New research has shown that high-dose methotrexate improved five-year event-free survival for ALL patients with no significant differences in toxicities.

PUBLISHED MONDAY, JUNE 13, 2011
More than 50 years ago, renowned cancer researcher Sidney Farber, MD, began using methotrexate to treat children and young adults with acute lymphoblastic leukemia (ALL), a disease that was almost always fatal. Methotrexate inhibits leukemia cell proliferation by blocking its ability to use folate, an essential vitamin. Today, with methotrexate used in various combinations and dosages, survival rates are above 80 percent.

ALL begins in the bone marrow and spreads rapidly. For the last two decades, ALL patients were treated with methotrexate and asparaginase (known as the Capizzi regimen), starting with a low dose of methotrexate that was gradually increased as patients grew more tolerant. Capizzi successfully prevented relapses of ALL in the bone marrow.

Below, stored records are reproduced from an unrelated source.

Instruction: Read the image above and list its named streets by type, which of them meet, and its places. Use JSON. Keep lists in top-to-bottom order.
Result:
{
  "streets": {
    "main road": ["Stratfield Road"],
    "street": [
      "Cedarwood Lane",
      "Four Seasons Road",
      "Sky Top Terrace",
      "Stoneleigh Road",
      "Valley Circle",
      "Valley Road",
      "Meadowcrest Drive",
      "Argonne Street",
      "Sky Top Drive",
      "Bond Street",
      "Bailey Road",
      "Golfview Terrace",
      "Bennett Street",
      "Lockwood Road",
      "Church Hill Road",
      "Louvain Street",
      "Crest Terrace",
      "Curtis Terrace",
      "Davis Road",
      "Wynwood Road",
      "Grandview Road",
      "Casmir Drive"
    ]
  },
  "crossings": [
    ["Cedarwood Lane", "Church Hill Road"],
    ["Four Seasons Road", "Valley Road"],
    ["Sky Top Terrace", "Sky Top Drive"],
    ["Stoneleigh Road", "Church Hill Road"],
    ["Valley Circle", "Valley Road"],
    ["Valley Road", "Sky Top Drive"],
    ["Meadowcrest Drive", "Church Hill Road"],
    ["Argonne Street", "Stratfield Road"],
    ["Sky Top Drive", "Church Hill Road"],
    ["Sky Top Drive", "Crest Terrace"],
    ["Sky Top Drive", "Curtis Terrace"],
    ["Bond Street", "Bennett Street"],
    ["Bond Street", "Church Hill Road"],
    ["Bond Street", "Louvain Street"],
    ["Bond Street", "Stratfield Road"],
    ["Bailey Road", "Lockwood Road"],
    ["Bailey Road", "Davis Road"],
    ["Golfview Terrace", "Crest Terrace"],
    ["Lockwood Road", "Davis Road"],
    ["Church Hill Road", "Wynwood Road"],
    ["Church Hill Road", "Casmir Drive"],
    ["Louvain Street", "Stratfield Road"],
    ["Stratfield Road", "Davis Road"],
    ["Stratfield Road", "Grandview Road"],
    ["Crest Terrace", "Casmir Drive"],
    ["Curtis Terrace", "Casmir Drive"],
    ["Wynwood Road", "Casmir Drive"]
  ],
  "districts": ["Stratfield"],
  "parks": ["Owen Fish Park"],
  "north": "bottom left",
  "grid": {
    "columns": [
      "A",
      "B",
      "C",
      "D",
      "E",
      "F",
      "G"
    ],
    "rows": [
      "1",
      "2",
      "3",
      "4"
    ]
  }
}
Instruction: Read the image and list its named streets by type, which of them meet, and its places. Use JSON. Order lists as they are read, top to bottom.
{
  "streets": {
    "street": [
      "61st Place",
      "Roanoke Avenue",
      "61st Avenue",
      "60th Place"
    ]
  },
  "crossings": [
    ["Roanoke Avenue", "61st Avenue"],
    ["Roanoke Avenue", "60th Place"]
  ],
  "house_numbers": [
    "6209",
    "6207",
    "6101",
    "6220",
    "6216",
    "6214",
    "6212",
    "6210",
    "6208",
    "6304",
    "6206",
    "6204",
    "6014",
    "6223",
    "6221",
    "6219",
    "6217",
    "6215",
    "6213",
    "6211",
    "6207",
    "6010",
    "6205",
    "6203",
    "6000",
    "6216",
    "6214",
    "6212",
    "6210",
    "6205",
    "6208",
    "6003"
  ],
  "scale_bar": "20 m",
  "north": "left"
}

Yet relapses of the disease occurred, particularly in the central nervous system, prompting scientists to search for more effective regimens.

New research has shown that high-dose methotrexate—50 times higher than the initial dose in standard treatment—improved five-year event-free survival with no significant differences in toxicities.

In a randomized phase 3 study of 2,426 patients with high-risk B-precursor ALL, researchers showed that a high dose of methotrexate, accompanied by leucovorin to help control side effects, was "clearly superior to the standard treatment," according to Eric Larsen, MD, of Maine Medical Center in Portland, Me. In fact, the researchers stopped enrolling new patients and encouraged eligible patients to switch to the new regimen after a planned interim analysis showed that those receiving high doses had a five-year event-free survival of 82 percent compared with 75.4 percent for the Capizzi regimen.

Larson added that the researchers were surprised to learn that patients in the high-dose arm also had lower rates of febrile neutropenia: 5.2 percent compared with 8.2 percent in the Capizzi arm.